The study done by Somma et al. shows a measurement of the effect (odds ratio) that is larger for most the analyzed frequencies (3 kHz, 4 kHz, 6 kHz, 8 kHz, and 16 kHz) which contributed to a result favorable to the control group. Even though the study from Mehrparvar et al. indicates a greater effect for the study group in the frequencies of 10 kHz and 14 kHz, it was not determinant in the final result, which kept favorable to the control group. The most expressive results were for the frequencies of 16 kHz (MD = 8.33); 4 kHz (MD = 5.75); followed by 8 kHz (MD = 4.87), 6 kHz (MD = 4.69), and 14 kHz (MD = 3.97).

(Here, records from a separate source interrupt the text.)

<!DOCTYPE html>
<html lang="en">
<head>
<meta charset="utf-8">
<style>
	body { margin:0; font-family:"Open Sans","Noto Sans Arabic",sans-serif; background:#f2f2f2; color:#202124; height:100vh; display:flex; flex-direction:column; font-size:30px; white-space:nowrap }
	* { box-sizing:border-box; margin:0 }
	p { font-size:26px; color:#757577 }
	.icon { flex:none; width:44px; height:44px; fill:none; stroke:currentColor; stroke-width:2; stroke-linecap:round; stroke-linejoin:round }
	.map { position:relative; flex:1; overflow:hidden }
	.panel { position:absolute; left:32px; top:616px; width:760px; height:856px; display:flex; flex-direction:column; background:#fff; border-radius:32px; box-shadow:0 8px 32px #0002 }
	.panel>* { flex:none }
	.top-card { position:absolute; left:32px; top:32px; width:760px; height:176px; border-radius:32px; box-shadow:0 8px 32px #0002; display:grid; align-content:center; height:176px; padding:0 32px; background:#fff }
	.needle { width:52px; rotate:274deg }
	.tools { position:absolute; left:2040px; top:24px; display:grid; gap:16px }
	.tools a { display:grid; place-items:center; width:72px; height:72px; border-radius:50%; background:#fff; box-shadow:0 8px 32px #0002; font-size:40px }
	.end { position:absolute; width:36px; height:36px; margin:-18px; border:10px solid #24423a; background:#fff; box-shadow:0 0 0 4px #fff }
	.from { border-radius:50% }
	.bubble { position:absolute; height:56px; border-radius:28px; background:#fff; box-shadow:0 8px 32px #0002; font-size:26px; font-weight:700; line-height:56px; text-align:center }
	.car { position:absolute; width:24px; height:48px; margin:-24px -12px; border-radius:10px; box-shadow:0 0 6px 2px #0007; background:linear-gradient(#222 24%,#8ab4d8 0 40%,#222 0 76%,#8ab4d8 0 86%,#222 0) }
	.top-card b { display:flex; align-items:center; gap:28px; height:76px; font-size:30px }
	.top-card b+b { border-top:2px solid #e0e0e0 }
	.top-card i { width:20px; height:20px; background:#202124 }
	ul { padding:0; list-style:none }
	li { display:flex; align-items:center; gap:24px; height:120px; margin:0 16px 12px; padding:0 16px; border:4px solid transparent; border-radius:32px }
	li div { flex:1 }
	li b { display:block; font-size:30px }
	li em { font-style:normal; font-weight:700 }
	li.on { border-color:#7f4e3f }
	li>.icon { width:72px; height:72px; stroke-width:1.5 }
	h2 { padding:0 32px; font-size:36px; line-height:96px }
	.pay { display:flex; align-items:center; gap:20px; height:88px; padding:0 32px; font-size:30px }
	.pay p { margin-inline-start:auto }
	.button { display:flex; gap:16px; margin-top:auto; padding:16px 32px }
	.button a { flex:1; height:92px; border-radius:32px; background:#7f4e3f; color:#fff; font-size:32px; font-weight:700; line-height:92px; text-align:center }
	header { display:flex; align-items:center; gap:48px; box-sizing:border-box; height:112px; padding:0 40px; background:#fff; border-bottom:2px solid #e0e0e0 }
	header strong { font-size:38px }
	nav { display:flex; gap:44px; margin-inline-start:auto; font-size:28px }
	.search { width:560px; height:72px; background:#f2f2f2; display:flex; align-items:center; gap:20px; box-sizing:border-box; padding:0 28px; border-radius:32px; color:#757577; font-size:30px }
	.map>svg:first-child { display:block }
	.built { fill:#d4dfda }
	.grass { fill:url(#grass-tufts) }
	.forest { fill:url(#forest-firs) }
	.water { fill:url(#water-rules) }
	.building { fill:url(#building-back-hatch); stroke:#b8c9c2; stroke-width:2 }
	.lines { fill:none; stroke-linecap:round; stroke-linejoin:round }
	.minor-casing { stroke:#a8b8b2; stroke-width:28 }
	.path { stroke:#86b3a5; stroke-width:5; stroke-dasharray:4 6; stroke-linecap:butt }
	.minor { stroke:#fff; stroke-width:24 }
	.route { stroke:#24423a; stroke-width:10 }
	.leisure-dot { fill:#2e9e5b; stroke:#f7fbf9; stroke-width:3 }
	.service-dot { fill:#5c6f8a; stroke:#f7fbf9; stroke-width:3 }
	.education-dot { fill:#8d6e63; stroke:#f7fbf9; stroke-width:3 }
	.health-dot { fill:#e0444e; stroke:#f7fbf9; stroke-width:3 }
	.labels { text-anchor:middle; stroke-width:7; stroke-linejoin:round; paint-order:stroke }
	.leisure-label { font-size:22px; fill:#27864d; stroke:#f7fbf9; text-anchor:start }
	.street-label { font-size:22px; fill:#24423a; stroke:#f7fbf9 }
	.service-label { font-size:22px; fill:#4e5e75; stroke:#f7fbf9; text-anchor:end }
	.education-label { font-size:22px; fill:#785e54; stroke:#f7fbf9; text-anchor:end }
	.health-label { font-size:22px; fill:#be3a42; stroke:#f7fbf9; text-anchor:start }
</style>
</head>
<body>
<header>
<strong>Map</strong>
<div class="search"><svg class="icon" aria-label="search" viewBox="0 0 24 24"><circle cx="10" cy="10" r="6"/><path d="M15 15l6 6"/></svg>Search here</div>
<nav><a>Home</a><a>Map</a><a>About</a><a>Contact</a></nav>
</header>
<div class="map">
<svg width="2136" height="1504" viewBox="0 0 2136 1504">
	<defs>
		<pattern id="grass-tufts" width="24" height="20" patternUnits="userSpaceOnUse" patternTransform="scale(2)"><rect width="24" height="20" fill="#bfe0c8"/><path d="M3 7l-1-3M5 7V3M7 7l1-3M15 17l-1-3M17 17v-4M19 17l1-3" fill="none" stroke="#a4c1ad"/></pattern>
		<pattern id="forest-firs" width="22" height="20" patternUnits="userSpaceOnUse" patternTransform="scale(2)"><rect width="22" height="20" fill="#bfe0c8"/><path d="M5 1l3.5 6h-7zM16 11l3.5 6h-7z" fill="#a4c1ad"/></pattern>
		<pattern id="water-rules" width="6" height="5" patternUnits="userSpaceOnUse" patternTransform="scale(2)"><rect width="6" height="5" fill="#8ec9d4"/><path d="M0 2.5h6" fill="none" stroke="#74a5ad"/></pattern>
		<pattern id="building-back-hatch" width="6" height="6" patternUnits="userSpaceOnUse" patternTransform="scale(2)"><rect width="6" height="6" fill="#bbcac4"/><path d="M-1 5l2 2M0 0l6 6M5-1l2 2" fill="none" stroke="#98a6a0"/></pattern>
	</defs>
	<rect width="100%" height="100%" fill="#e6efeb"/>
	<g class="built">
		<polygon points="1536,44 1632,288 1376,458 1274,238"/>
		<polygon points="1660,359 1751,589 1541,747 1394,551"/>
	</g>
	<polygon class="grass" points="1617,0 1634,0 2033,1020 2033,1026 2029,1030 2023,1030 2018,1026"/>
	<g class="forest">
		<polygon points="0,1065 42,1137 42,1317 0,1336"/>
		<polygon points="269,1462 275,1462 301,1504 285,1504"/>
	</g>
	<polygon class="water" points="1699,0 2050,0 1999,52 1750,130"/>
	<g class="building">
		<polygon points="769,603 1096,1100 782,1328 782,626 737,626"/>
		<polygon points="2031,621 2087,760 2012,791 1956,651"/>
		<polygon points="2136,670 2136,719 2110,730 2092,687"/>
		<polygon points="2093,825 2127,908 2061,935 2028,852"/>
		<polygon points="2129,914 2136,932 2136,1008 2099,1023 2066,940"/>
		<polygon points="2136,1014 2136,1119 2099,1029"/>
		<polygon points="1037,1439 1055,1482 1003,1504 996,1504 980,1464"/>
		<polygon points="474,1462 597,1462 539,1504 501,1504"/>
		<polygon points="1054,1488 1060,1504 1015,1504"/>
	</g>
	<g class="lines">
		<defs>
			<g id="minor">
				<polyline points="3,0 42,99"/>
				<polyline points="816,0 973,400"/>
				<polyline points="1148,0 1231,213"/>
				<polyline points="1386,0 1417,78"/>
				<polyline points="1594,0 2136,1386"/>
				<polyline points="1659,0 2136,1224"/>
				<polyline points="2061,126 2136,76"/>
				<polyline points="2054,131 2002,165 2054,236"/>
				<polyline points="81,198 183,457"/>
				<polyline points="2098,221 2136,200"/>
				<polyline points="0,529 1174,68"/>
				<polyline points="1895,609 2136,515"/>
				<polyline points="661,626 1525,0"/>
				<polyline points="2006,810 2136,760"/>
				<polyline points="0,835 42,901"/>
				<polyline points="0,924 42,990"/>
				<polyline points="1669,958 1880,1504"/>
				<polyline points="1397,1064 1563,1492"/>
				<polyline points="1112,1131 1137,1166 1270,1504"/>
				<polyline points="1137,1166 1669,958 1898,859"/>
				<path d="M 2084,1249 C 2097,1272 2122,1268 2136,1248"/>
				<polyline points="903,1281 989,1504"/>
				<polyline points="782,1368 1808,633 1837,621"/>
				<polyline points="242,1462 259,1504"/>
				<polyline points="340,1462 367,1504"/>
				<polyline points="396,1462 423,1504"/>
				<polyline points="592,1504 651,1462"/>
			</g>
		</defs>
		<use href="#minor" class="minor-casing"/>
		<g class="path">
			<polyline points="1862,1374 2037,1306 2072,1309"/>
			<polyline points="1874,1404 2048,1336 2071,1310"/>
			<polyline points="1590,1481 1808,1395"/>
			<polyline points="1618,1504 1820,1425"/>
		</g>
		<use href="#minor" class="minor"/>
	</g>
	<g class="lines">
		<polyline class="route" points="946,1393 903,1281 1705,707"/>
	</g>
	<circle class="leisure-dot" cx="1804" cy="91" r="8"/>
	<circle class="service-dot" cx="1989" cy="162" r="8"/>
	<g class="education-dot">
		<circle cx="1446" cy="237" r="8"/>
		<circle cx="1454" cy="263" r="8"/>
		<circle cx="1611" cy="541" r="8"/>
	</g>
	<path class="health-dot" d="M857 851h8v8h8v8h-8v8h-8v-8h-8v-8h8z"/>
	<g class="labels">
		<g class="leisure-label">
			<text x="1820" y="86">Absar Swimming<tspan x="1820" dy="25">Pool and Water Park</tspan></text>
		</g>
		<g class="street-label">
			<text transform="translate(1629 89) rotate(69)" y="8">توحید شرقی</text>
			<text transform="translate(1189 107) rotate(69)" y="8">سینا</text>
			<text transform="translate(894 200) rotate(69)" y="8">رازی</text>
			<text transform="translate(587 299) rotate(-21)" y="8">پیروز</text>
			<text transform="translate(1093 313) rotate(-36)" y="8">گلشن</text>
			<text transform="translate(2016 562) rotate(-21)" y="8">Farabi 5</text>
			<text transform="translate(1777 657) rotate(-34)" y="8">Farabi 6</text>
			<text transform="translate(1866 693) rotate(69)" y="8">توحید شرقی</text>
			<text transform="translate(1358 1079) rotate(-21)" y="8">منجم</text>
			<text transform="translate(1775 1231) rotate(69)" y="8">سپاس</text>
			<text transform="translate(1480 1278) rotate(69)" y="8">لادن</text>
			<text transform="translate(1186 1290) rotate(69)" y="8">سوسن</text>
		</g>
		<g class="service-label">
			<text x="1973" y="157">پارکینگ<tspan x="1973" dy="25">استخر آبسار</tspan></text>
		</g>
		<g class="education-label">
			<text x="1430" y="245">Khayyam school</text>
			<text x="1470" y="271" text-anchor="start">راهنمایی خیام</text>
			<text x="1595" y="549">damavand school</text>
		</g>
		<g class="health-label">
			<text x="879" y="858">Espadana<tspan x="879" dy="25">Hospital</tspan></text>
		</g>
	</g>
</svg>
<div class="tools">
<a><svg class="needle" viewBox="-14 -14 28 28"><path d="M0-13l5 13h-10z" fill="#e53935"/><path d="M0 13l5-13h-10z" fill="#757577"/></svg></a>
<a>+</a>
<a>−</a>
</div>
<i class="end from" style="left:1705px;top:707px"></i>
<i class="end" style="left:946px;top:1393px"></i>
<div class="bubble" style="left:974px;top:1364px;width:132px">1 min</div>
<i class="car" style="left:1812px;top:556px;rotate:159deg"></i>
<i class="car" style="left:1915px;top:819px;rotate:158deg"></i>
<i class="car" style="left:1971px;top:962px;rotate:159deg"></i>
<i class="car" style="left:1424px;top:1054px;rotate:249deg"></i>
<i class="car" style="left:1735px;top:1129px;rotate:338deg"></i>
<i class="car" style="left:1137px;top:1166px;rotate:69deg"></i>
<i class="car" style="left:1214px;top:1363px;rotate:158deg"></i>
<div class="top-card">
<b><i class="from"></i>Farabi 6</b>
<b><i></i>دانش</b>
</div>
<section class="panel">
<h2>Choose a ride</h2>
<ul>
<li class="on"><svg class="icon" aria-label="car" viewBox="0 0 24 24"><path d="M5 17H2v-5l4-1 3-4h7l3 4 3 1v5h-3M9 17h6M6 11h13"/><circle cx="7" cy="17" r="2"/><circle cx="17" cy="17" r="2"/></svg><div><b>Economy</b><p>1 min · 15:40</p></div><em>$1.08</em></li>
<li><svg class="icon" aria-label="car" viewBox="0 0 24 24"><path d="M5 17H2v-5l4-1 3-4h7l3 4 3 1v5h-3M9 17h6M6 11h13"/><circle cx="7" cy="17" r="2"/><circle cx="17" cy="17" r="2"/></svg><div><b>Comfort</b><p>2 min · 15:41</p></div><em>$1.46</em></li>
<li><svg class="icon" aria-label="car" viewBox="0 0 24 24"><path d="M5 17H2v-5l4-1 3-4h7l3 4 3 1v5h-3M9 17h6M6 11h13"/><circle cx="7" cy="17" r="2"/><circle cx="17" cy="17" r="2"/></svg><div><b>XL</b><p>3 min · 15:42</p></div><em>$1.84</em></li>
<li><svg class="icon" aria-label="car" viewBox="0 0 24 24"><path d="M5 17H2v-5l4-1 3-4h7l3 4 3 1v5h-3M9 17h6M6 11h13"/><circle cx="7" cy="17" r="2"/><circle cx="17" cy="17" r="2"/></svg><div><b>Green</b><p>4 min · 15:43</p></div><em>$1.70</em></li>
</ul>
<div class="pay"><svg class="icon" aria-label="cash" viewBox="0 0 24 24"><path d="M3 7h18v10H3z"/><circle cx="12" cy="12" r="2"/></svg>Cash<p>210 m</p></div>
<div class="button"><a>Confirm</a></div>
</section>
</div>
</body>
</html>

The confidence gaps (CI) were larger for all frequencies analyzed in the study by Porto et al. in the frequencies of 2 kHz, 3 kHz, 4 kHz, 6 kHz, 8 kHz, and 10 kHz, with a variation in the CI from 9 to 16. The study by Korres et al.19 presented the largest confidence gaps in the frequencies of 14 kHz and 16 kHz, with a variation between 23 and 20.
Final Comments
The meta-analysis did not definitely answer the question proposed in this study. It indicates that the frequency of 16 kHz (HFA) is more sensitive in the premature identification of hearing loss in people with normal auditory limits (CG) as well as the frequency of 4 kHz (CA), this one being less expressive (difference of 3 in the MD). This published literature analysis indicates that factors that limit the use of HFA include the absence of standards for this exam in the Brazilian legislation and the cost of the device, even though it useful for monitoring 250Hz and 8KHz frequencies. It also shows the need for further research on the frequencies of 4 kHz, 6 kHz, 8 kHz, 10 kHz, 14 kHz, and 16 kHz, for which we recommend controlling for the methodological bias (age group, presbycusis influence, comorbidity, hearing, gender, noise exposure level at work, time of exposure to noise, and use and type of PPEs). In other words, it is important to define an outline and methodology applied.